■ TASK STATEMENT ■
Unless a line falls after the one with "margin:0; padding:0; list-style:none", retype it exactly from the records below; leave out all pictures.

BEGIN RECORD SET

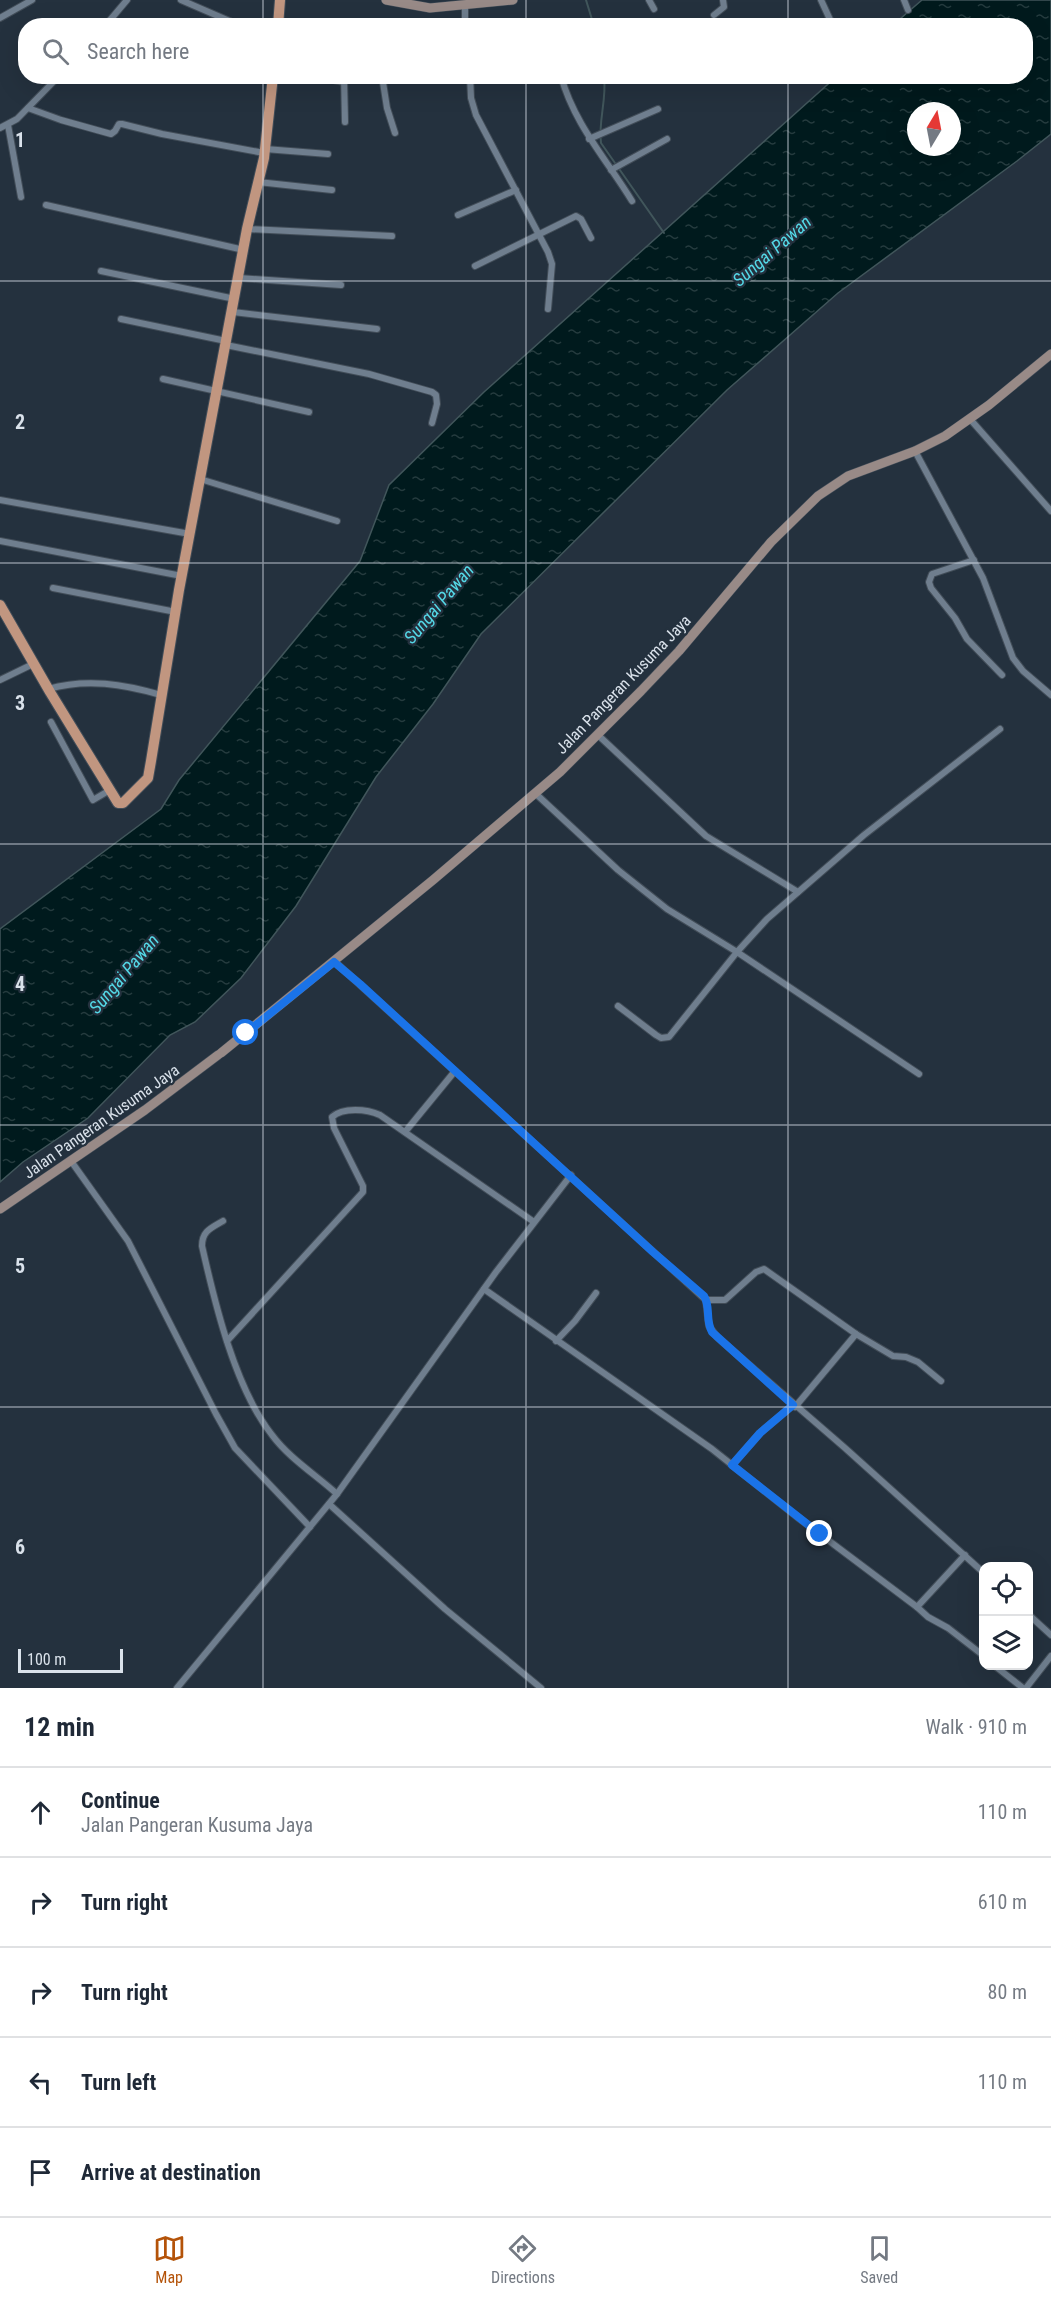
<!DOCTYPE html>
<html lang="en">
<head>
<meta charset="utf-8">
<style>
	:root { --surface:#fff; --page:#f2f2f3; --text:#1f2937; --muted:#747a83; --line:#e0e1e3; --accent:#b45309 }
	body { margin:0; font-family:"Roboto Condensed",sans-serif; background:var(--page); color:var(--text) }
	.controls { position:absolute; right:18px; bottom:18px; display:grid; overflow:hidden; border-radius:12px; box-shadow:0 6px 24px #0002 }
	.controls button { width:54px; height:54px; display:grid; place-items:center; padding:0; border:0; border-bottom:2px solid var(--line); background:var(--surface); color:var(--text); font:30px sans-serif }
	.compass { position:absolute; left:907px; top:102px; width:54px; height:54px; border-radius:50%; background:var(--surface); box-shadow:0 6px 24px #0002; rotate:10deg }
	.scale { position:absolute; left:18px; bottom:15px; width:105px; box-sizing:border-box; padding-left:6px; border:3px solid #dae2eb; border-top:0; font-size:16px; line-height:21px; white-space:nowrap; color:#dae2eb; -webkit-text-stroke:4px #24313e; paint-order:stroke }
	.stop { position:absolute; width:18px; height:18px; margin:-14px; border:4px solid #1a73e8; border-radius:50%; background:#fff }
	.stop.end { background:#1a73e8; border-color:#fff; box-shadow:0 2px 6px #0008 }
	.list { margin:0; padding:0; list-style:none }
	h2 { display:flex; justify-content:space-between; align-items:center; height:78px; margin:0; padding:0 24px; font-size:26px }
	h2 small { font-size:20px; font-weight:400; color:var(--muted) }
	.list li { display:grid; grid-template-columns:39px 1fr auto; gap:18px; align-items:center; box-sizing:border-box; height:90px; padding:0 24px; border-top:2px solid var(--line) }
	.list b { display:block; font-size:22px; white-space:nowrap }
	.list p { margin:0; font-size:20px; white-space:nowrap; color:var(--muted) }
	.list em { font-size:20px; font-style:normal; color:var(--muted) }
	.icon { flex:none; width:33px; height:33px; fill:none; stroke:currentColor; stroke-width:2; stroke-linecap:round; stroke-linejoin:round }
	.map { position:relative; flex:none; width:1051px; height:1688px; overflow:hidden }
	.search { position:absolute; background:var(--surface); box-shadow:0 6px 24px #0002; left:18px; right:18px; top:18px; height:66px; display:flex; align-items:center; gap:15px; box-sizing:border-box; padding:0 21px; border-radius:24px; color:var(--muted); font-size:22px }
	.sheet { height:528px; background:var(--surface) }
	nav { display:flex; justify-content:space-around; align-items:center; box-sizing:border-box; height:84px; border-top:2px solid var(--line); background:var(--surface); font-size:16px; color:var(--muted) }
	nav a { display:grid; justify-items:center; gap:3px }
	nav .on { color:var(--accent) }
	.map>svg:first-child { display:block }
	.water { fill:url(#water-ripples); stroke:#41565b; stroke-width:1.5; fill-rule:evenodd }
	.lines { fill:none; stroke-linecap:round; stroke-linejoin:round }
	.stream { stroke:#41565b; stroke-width:2 }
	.street-casing { stroke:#424d58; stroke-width:8 }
	.secondary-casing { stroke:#424d58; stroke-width:10 }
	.primary-casing { stroke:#424d58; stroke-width:12 }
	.street { stroke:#6f7e8e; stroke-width:6 }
	.secondary { stroke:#988a87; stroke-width:9 }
	.primary { stroke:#c19680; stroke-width:10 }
	.route { stroke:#1a73e8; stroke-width:8 }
	.grid { fill:none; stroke:#dae2eb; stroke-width:1.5; stroke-opacity:0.55 }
	.labels { text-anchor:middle; stroke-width:4.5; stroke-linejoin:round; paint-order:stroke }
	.street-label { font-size:16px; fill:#dae2eb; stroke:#24313e }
	.water-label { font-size:18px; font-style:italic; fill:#54d8e7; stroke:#24313e }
	.grid-label { font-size:20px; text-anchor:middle; font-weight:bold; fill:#dae2eb; stroke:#24313e; stroke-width:4.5; stroke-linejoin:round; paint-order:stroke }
</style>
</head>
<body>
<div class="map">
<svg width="1051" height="1688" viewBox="0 0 1051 1688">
	<defs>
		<pattern id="water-ripples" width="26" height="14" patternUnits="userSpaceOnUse" patternTransform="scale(1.5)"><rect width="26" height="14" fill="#001a1d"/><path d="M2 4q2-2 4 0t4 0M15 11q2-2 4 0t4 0" fill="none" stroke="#253b3e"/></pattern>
	</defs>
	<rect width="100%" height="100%" fill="#24313e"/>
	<path class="water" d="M 922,0 L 1051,0 L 1051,134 L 1017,161 L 838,293 L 727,390 L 481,634 L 433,704 L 376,777 L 296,906 L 241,978 L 195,1022 L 170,1035 L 88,1118 L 23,1162 L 0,1182 L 0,929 L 161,809 L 179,780 L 360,561 L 389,485 L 484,392 L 836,77 L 1026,76 L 1026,26 L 893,25 ZM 916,111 L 952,111 L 952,147 L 916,147 Z"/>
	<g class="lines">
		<g class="stream">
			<polyline points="586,0 594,26"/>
			<path d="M 604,76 C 607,100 598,121 601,143 L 664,233"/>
		</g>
		<defs>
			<g id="street">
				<polyline points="181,0 241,26"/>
				<polyline points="649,0 654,9"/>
				<polyline points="821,0 833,26"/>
				<polyline points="904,0 908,10"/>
				<polyline points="465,6 465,26"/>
				<polyline points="714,15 724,7 723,0"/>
				<polyline points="0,18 32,0"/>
				<polyline points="105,26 127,0"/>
				<polyline points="313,76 344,82"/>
				<polyline points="344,76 345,122"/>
				<polyline points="382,76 387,108 395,133"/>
				<polyline points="470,76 471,98 476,115 548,252 552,264 548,309"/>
				<path d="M 561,76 C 574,124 607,160 632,201"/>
				<polyline points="28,108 61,120 111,134 115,131 119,124 122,124 162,134 264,153"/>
				<polyline points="8,125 21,197"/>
				<polyline points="0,128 17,119 59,76"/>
				<polyline points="589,139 658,109"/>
				<polyline points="265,149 328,154"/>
				<polyline points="611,170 667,139"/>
				<polyline points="258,182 332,190"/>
				<polyline points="46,205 244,250"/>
				<polyline points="458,215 516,190"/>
				<polyline points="247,229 392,236"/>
				<polyline points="475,266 576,216 581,219 591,238"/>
				<polyline points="101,271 235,299"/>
				<polyline points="239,278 341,285"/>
				<polyline points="233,312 377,329"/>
				<polyline points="121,319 226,341"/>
				<polyline points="226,345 369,374 432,392 436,395 437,404 432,423"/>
				<polyline points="163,379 309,412"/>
				<polyline points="970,419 1051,511"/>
				<polyline points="915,451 983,578 1013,658 1023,671 1051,695"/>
				<polyline points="200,479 337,521"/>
				<polyline points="0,500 190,534"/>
				<polyline points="0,541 182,576"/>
				<polyline points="974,560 932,574 929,582 931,588 955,618 967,639 1002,675"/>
				<polyline points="53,588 176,612"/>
				<polyline points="0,680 33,664"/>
				<path d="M 48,689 C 87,678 123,684 161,695"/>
				<polyline points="51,722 93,800 110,790"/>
				<polyline points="598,735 706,836 798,892"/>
				<polyline points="535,793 618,870 667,909 737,952 919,1074"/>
				<polyline points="334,961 706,1300 725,1300 756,1272 764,1269 856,1334 893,1356 906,1357 918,1362 941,1381"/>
				<polyline points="618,1006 656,1035 661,1038 669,1037 737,952 767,919 864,835 1000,729"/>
				<polyline points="405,1132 455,1071"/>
				<polyline points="71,1161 128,1241 216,1414 235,1448 310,1527"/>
				<path d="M 223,1221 C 211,1228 202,1231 202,1246 C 215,1304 235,1388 272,1435 C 289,1458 316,1475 337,1494"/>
				<polyline points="484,1289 712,1449 800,1519 917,1607 928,1617 948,1628 984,1656"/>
				<polyline points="706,1300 709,1326 717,1337 845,1448 984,1573"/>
				<path d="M 227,1341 L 363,1192 L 363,1186 L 334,1128 L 332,1117 C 343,1107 367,1109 380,1115 L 534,1222"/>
				<polyline points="556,1341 575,1321 596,1293"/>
				<polyline points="795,1407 856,1334"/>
				<polyline points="732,1465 760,1433 793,1405"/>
				<polyline points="329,1504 445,1609 541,1688"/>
				<polyline points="917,1607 965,1555"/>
				<polyline points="1028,1614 1051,1635"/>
				<polyline points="995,1666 1023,1688"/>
				<polyline points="177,1688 337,1494 496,1272 571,1175"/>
				<polyline points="1026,1688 1051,1656"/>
			</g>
			<g id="secondary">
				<polyline points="386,0 430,8 513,0"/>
				<polyline points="221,1053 433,880 560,772 641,691 679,651 771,542 818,496 848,476 915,451 945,436 989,405 1051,354"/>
				<polyline points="0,1209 145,1110 218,1055"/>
			</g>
			<g id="primary">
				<polyline points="278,26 280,0"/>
				<polyline points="0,605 50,692 110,790 118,803 123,803 148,778 151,761 179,590 247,229 264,158 273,76"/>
			</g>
		</defs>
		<use href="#street" class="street-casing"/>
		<use href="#secondary" class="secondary-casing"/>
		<use href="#primary" class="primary-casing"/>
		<use href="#street" class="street"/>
		<use href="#secondary" class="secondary"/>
		<use href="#primary" class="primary"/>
	</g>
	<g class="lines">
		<path class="route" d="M 246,1033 L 334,962 L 360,984 L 653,1252 L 704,1296 C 711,1307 705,1320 712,1332 L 793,1405 L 760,1433 L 732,1465 L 820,1534"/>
	</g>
	<path class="grid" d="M 263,0 L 263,26M 526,0 L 526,26M 788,0 L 788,26M 263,76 L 263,1688M 526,76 L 526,1688M 788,76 L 788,1688M 0,281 L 1051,281M 0,563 L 1051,563M 0,844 L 1051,844M 0,1125 L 1051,1125M 0,1407 L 1051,1407"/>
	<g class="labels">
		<g class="street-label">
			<text transform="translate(623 684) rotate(-46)" y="6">Jalan Pangeran Kusuma Jaya</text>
			<text transform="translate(101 1121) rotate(-35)" y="6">Jalan Pangeran Kusuma Jaya</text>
		</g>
		<g class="water-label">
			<text transform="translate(772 251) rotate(-41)" y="6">Sungai Pawan</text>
			<text transform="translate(439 604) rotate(-50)" y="6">Sungai Pawan</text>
			<text transform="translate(124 974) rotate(-50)" y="6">Sungai Pawan</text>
		</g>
	</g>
	<g class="grid-label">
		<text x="20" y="147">1</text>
		<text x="20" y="429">2</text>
		<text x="20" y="710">3</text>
		<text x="20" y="991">4</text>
		<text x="20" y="1273">5</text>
		<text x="20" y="1554">6</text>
	</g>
</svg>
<div class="controls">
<button><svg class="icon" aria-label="locate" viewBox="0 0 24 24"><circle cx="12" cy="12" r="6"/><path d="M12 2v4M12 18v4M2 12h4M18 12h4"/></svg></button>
<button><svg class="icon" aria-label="layers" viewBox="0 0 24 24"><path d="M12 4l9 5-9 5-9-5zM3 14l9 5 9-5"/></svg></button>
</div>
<svg class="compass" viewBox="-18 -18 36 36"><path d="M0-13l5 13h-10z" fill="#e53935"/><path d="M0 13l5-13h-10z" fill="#747a83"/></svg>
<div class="scale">100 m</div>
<div class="stop" style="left:246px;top:1033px"></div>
<div class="stop end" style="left:820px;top:1534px"></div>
<div class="search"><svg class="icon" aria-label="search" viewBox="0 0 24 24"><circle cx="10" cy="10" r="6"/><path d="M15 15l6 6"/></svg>Search here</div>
</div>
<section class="sheet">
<h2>12 min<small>Walk · 910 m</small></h2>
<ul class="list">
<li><svg class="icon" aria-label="ahead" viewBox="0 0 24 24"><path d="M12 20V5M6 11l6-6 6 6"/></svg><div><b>Continue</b><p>Jalan Pangeran Kusuma Jaya</p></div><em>110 m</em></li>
<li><svg class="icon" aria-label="right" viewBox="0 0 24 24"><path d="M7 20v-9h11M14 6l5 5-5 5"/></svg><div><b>Turn right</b></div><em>610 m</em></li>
<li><svg class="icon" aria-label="right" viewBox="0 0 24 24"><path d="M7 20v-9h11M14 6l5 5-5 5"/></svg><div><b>Turn right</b></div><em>80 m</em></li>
<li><svg class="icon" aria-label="left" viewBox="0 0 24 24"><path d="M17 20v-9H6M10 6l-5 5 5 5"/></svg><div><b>Turn left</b></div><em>110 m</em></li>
<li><svg class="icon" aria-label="arrive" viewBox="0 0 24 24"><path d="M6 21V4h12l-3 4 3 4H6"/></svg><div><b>Arrive at destination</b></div></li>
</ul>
</section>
<nav>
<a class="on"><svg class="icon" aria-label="map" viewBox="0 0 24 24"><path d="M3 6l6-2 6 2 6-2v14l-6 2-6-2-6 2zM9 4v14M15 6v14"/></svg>Map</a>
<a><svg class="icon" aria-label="directions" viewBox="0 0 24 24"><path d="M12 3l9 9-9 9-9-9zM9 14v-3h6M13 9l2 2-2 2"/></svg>Directions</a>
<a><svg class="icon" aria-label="saved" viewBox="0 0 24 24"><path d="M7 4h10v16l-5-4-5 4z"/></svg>Saved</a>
</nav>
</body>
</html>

END RECORD SET

■ ANSWER AREA ■
<!DOCTYPE html>
<html lang="en">
<head>
<meta charset="utf-8">
<style>
	:root { --surface:#fff; --page:#f2f2f3; --text:#1f2937; --muted:#747a83; --line:#e0e1e3; --accent:#b45309 }
	body { margin:0; font-family:"Roboto Condensed",sans-serif; background:var(--page); color:var(--text) }
	.controls { position:absolute; right:18px; bottom:18px; display:grid; overflow:hidden; border-radius:12px; box-shadow:0 6px 24px #0002 }
	.controls button { width:54px; height:54px; display:grid; place-items:center; padding:0; border:0; border-bottom:2px solid var(--line); background:var(--surface); color:var(--text); font:30px sans-serif }
	.compass { position:absolute; left:907px; top:102px; width:54px; height:54px; border-radius:50%; background:var(--surface); box-shadow:0 6px 24px #0002; rotate:10deg }
	.scale { position:absolute; left:18px; bottom:15px; width:105px; box-sizing:border-box; padding-left:6px; border:3px solid #dae2eb; border-top:0; font-size:16px; line-height:21px; white-space:nowrap; color:#dae2eb; -webkit-text-stroke:4px #24313e; paint-order:stroke }
	.stop { position:absolute; width:18px; height:18px; margin:-14px; border:4px solid #1a73e8; border-radius:50%; background:#fff }
	.stop.end { background:#1a73e8; border-color:#fff; box-shadow:0 2px 6px #0008 }
	.list { margin:0; padding:0; list-style:none }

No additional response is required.